Task prompt — Copy out all the lines of the data precisely, omitting any pictures.

[Collected data]
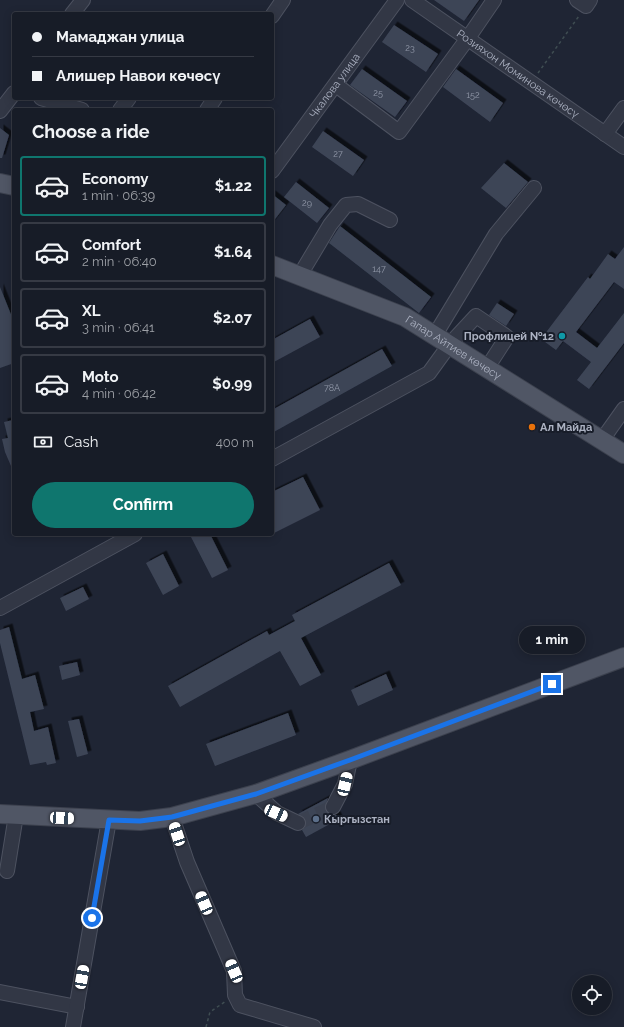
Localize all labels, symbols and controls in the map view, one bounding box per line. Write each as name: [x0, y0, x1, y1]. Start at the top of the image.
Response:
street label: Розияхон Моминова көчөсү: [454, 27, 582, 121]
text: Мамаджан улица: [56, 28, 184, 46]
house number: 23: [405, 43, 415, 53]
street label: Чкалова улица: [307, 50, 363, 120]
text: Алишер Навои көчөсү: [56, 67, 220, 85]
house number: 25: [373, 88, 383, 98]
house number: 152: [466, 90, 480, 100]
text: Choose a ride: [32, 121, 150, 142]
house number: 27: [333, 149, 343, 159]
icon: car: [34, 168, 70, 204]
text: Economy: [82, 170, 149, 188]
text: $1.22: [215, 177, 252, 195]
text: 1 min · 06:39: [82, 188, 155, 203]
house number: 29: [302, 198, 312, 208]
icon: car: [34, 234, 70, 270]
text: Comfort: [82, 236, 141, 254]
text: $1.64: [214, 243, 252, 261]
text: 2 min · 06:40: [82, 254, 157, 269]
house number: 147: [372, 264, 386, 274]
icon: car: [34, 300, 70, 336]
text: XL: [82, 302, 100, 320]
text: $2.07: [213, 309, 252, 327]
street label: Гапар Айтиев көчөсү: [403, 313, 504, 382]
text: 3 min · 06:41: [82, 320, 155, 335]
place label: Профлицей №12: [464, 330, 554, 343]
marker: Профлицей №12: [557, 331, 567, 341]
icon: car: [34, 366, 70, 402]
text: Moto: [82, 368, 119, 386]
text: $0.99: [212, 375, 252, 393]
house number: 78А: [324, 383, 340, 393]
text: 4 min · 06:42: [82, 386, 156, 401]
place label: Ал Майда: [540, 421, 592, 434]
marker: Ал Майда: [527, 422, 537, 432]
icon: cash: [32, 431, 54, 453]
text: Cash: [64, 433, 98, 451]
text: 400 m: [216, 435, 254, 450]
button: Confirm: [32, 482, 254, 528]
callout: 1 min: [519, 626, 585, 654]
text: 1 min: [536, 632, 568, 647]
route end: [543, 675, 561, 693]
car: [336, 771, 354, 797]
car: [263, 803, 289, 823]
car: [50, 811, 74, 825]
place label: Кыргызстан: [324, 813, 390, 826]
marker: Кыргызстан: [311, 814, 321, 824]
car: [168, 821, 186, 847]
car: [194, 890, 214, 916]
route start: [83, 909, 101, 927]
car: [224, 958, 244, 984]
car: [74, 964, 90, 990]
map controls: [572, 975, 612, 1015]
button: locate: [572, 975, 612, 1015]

Result for this exercise —
Localize all labels, symbols and controls in the map view, one bounding box per line. Write each as name: [x0, y0, x1, y1]. Start at the top of the image.
Response:
street label: Розияхон Моминова көчөсү: [454, 27, 582, 121]
text: Мамаджан улица: [56, 28, 184, 46]
house number: 23: [405, 43, 415, 53]
street label: Чкалова улица: [307, 50, 363, 120]
text: Алишер Навои көчөсү: [56, 67, 220, 85]
house number: 25: [373, 88, 383, 98]
house number: 152: [466, 90, 480, 100]
text: Choose a ride: [32, 121, 150, 142]
house number: 27: [333, 149, 343, 159]
icon: car: [34, 168, 70, 204]
text: Economy: [82, 170, 149, 188]
text: $1.22: [215, 177, 252, 195]
text: 1 min · 06:39: [82, 188, 155, 203]
house number: 29: [302, 198, 312, 208]
icon: car: [34, 234, 70, 270]
text: Comfort: [82, 236, 141, 254]
text: $1.64: [214, 243, 252, 261]
text: 2 min · 06:40: [82, 254, 157, 269]
house number: 147: [372, 264, 386, 274]
icon: car: [34, 300, 70, 336]
text: XL: [82, 302, 100, 320]
text: $2.07: [213, 309, 252, 327]
street label: Гапар Айтиев көчөсү: [403, 313, 504, 382]
text: 3 min · 06:41: [82, 320, 155, 335]
place label: Профлицей №12: [464, 330, 554, 343]
marker: Профлицей №12: [557, 331, 567, 341]
icon: car: [34, 366, 70, 402]
text: Moto: [82, 368, 119, 386]
text: $0.99: [212, 375, 252, 393]
house number: 78А: [324, 383, 340, 393]
text: 4 min · 06:42: [82, 386, 156, 401]
place label: Ал Майда: [540, 421, 592, 434]
marker: Ал Майда: [527, 422, 537, 432]
icon: cash: [32, 431, 54, 453]
text: Cash: [64, 433, 98, 451]
text: 400 m: [216, 435, 254, 450]
button: Confirm: [32, 482, 254, 528]
callout: 1 min: [519, 626, 585, 654]
text: 1 min: [536, 632, 568, 647]
route end: [543, 675, 561, 693]
car: [336, 771, 354, 797]
car: [263, 803, 289, 823]
car: [50, 811, 74, 825]
place label: Кыргызстан: [324, 813, 390, 826]
marker: Кыргызстан: [311, 814, 321, 824]
car: [168, 821, 186, 847]
car: [194, 890, 214, 916]
route start: [83, 909, 101, 927]
car: [224, 958, 244, 984]
car: [74, 964, 90, 990]
map controls: [572, 975, 612, 1015]
button: locate: [572, 975, 612, 1015]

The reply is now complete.